The dataset used in the task is derived from the following four sources: idebate.org, debatepedia.org, debatewise.org and debate.org. Each instance in the dataset holds the following fields:

Input Format

  • id: The id of the instance
  • topic: The title of the debate. It can be a general topic (e.g. abortion) or a topic with a stance (e.g. abortion should be legalized).
  • argument1: A pro or con argument related to the topic.
  • argument1_id: The ID of argument1.
  • argument2: A pro or con argument related to the topic.
  • argument2_id: The ID of argument2.

Output Format

  • is_same_stance: True or False. True in case argument1 and argument2 have the same stance towards the topic and False otherwise.

Evaluation

We choose to work with the two most discussed topics in the considered four sources: abortion and gay marriage. Two experiments are set-up for the task of same side stance classification:

  • Within Topics: The training set contains arguments for a set of topics (abortion and gay marriage) and the test set contains arguments related to the same set of topics (abortion and gay marriage). The following table presents an overview about the data.

    Class
    Topic: Abortion
     
    Topic: Gay Marriage
     
    Same Side 20,834 13,277
    Different Side 20,006 9,786
    Total 40,840 23,063
  • Cross Topics: The training set contains arguments for a topic (abortion) and the test set contains argument related to another set of topics.
    Class # of instances
    Same Side 31,195
    Different Side 29,853
    Total 61,048

Submission

We provide a test set for each experiment setting (within topics and across topics). Train your model, predict the labels of the test set, and send us the results as a CSV file, comma separated, with header id and label. The id is the instance id provided in the test set, and the label has a value of 'True' (if the two arguments have the same side) or 'False' (if the two arguments do not have the same side). The results will be evaluated and ranked by the achieved accuracy.

Results Within Topics

# Team University Precision Recall Accuracy
1 ReCAP✝ Trier University 0.85 0.66 0.77
1 ASV Leipzig University 0.79 0.73 0.77
2 IBM Research IBM Research 0.69 0.59 0.66
3 UKP TU Darmstadt 0.68 0.52 0.64
4 HHU SSSC Düsseldorf University 0.70 0.33 0.60
5 ReCAP✝ Trier University 0.65 0.24 0.56
6 DBS* LMU 0.53 1.00 0.55
7 ACQuA✝ MLU Halle 0.53 0.57 0.54
8 Paderborn University Paderborn University 0.59 0.19 0.53
9 sam Postdam University 0.51 0.58 0.51
10 ACQuA✝ MLU Halle 0.50 0.11 0.50
Model overview: Rule-based: same-side classification is considered as a sentiment analysis task. Arguments with negative as well as positive sentiments are on the same side. Vocabulary with positive and negative words from Minqing Hu and Bing Liu.

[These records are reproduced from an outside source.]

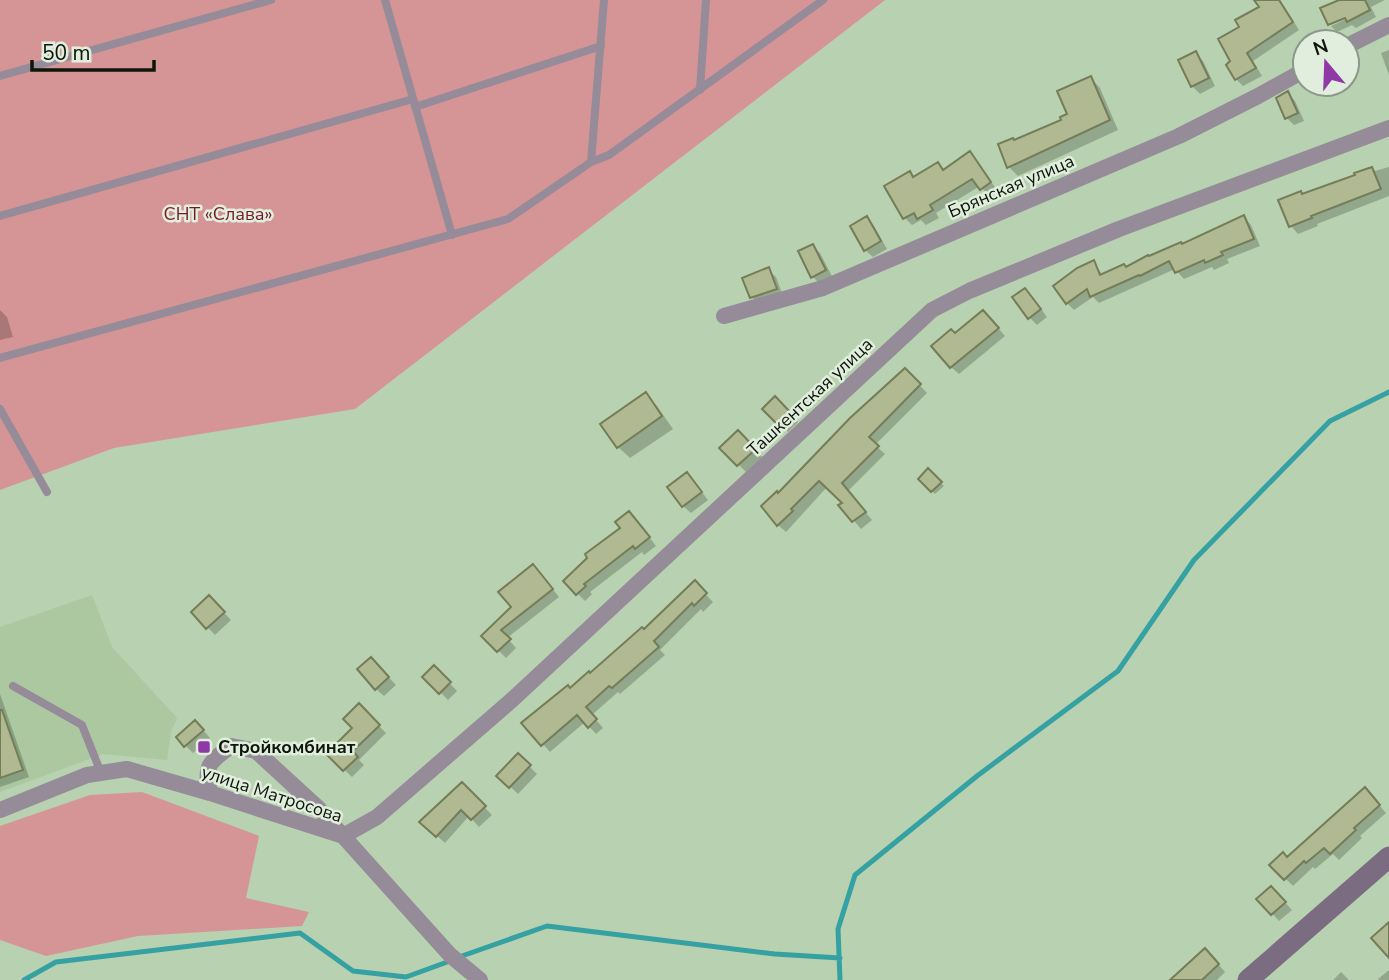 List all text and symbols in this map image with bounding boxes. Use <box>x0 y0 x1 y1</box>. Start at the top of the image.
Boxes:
scale bar <box>32 28 154 72</box>
north arrow <box>1291 28 1361 98</box>
text: N <box>1310 33 1332 62</box>
text: 50 m <box>42 39 91 67</box>
street label: Брянская улица <box>944 149 1078 223</box>
park label: СНТ «Слава» <box>164 202 272 226</box>
street label: Ташкентская улица <box>742 332 878 462</box>
place label: Стройкомбинат <box>218 735 356 759</box>
marker: Стройкомбинат <box>196 739 212 755</box>
street label: улица Матросова <box>198 760 346 828</box>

✝ ReCAP and ACQuA teams submitted 8 and 6 approaches respectively. For each team, the Table shows the best and the worst performing models.

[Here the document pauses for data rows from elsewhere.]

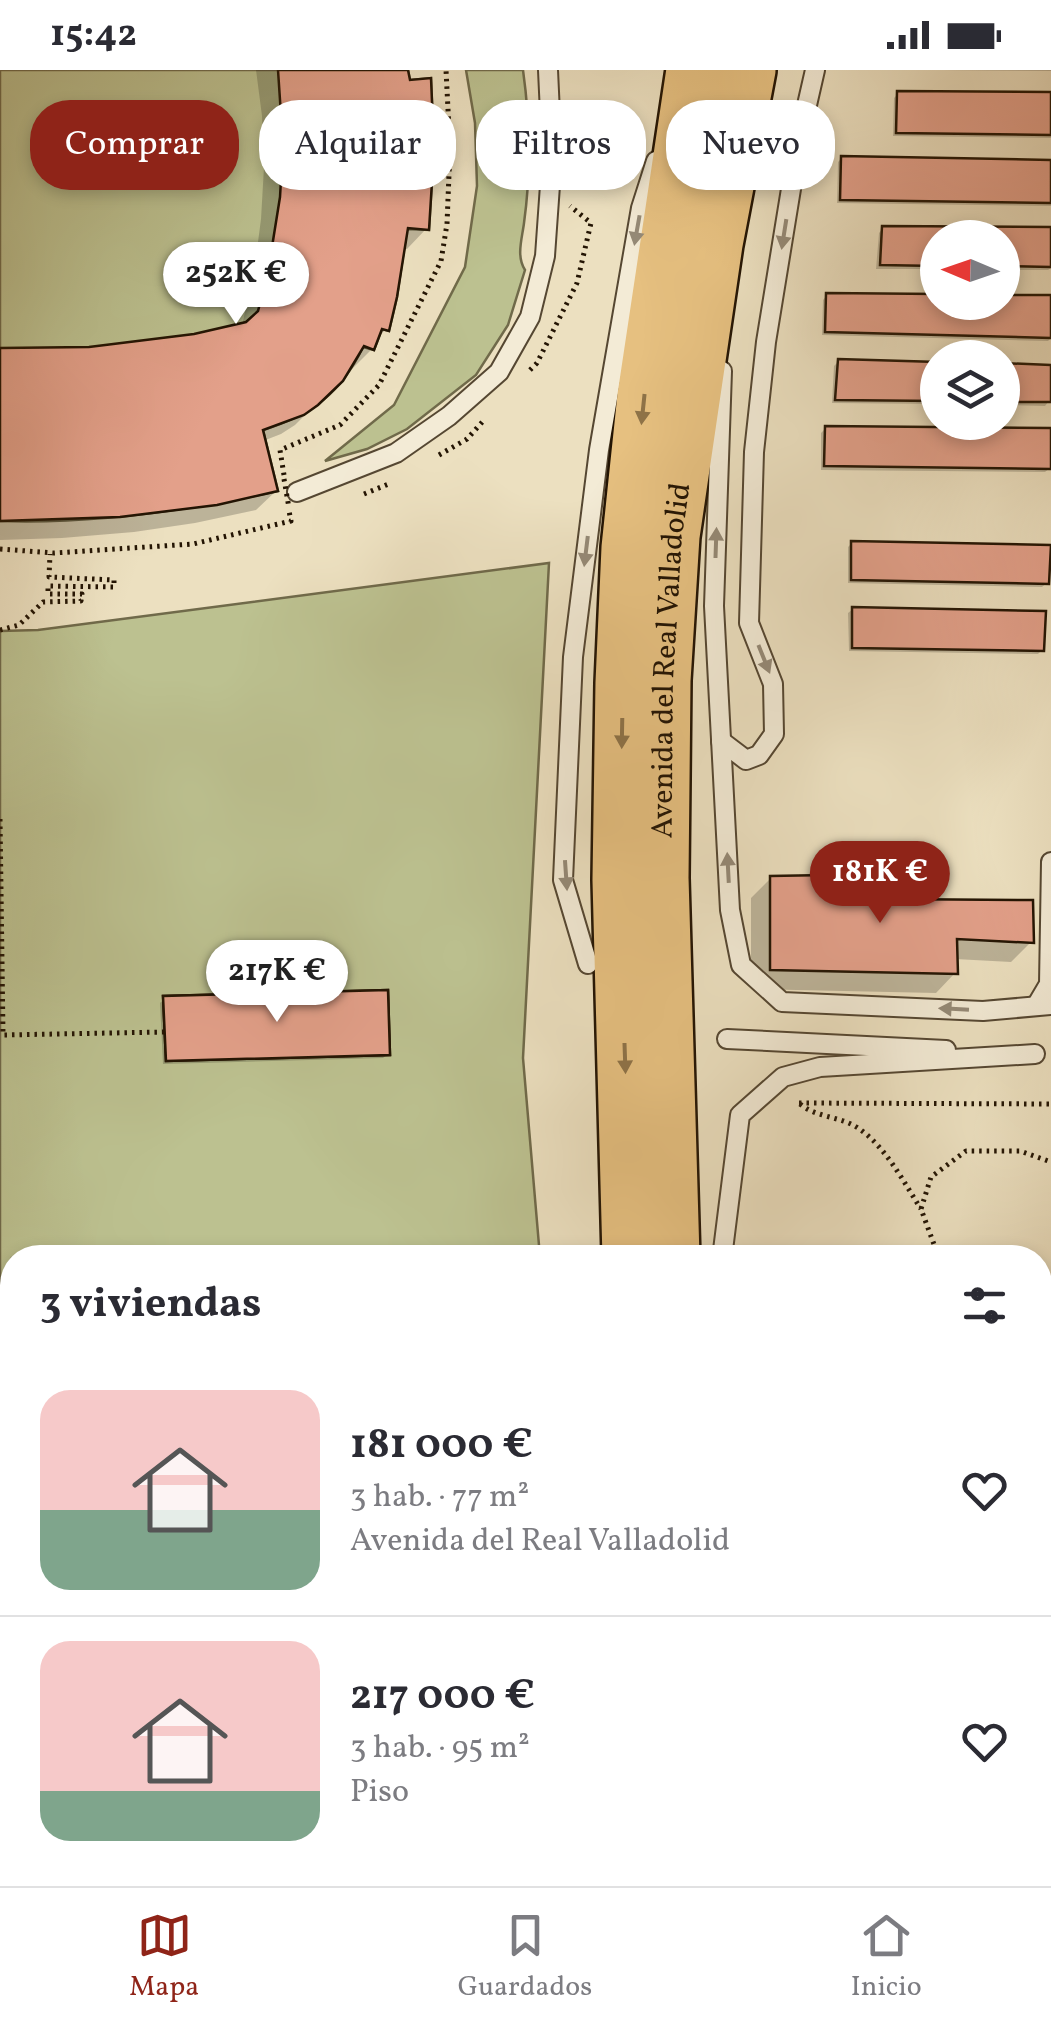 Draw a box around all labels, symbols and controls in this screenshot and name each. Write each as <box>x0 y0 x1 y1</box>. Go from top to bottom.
text: 15:42 <box>50 9 137 62</box>
chip: Comprar <box>30 100 239 190</box>
chip: Alquilar <box>259 100 456 190</box>
chip: Filtros <box>476 100 646 190</box>
chip: Nuevo <box>666 100 835 190</box>
one-way arrow <box>629 215 644 246</box>
one-way arrow <box>775 219 791 251</box>
north arrow <box>920 220 1020 320</box>
map controls <box>920 220 1020 440</box>
pin: 252K € <box>155 242 317 327</box>
text: 252K € <box>185 252 287 296</box>
button: layers <box>920 340 1020 440</box>
one-way arrow <box>635 393 651 425</box>
street label: Avenida del Real Valladolid <box>642 480 703 839</box>
one-way arrow <box>709 527 725 559</box>
one-way arrow <box>578 536 594 567</box>
one-way arrow <box>756 645 772 675</box>
one-way arrow <box>614 717 630 749</box>
pin: 181K € <box>799 841 961 926</box>
one-way arrow <box>720 851 736 883</box>
text: 181K € <box>832 851 928 895</box>
one-way arrow <box>558 859 574 891</box>
pin: 217K € <box>196 940 358 1025</box>
text: 217K € <box>228 950 326 994</box>
one-way arrow <box>937 1001 969 1017</box>
one-way arrow <box>617 1042 633 1074</box>
text: 3 viviendas <box>40 1276 261 1335</box>
icon: filters <box>957 1278 1012 1333</box>
text: 181 000 € <box>350 1417 533 1476</box>
icon: home <box>120 1430 240 1550</box>
icon: heart <box>957 1463 1012 1518</box>
text: 3 hab. · 77 m² <box>350 1476 529 1520</box>
text: Avenida del Real Valladolid <box>350 1520 730 1564</box>
text: 217 000 € <box>350 1668 535 1727</box>
icon: home <box>120 1681 240 1801</box>
icon: heart <box>957 1714 1012 1769</box>
text: 3 hab. · 95 m² <box>350 1727 530 1771</box>
text: Piso <box>350 1771 409 1815</box>
tab: Mapa <box>129 1908 199 2007</box>
tab: Guardados <box>458 1908 592 2007</box>
tab: Inicio <box>851 1908 922 2007</box>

* In addition to their Bert model the DBS team from LMU exploited also the fact that the "same side" relation is an equivalence relation: if a test set contains arguments from the training set, labels can be deduced via the transitivity property (among others). However, the test set underlying the results shown above does not contain such exploitable algebraic or logical structures—in order to compare, as intended, the language processing power of the submissions. We would like to mention this fact since the DBS team informed us about their use of this possibility beforehand, which shows their fair-mindedness, and, not least, since their exploitation of the algebraic structure is a smart move.


Results Cross Topics

We evaluate all submitted predictions on a balanced subset of the Cross domain test set:

# Team University Precision Recall Accuracy
1 ReCAP✝ Trier University 0.72 0.72 0.73
2 ASV Leipzig University 0.72 0.72 0.72
3 HHU SSSC Düsseldorf University 0.72 0.53 0.66
4 DBS LMU 0.67 0.53 0.63
4 UKP TU Darmstadt 0.64 0.59 0.63
5 IBM Research IBM Research 0.62 0.49 0.60
6 Paderborn University Paderborn University 0.60 0.38 0.56
7 ReCAP✝ Trier University 0.70 0.11 0.53
8 sam Postdam University 0.51 0.52 0.51
9 ACQuA✝ MLU Halle 0.50 0.57 0.50
9 ACQuA✝ MLU Halle 0.46 0.00 0.50

✝ ReCAP and ACQuA teams submitted 8 and 6 approaches respectively. For each team, the Table shows the best and the worst performing models.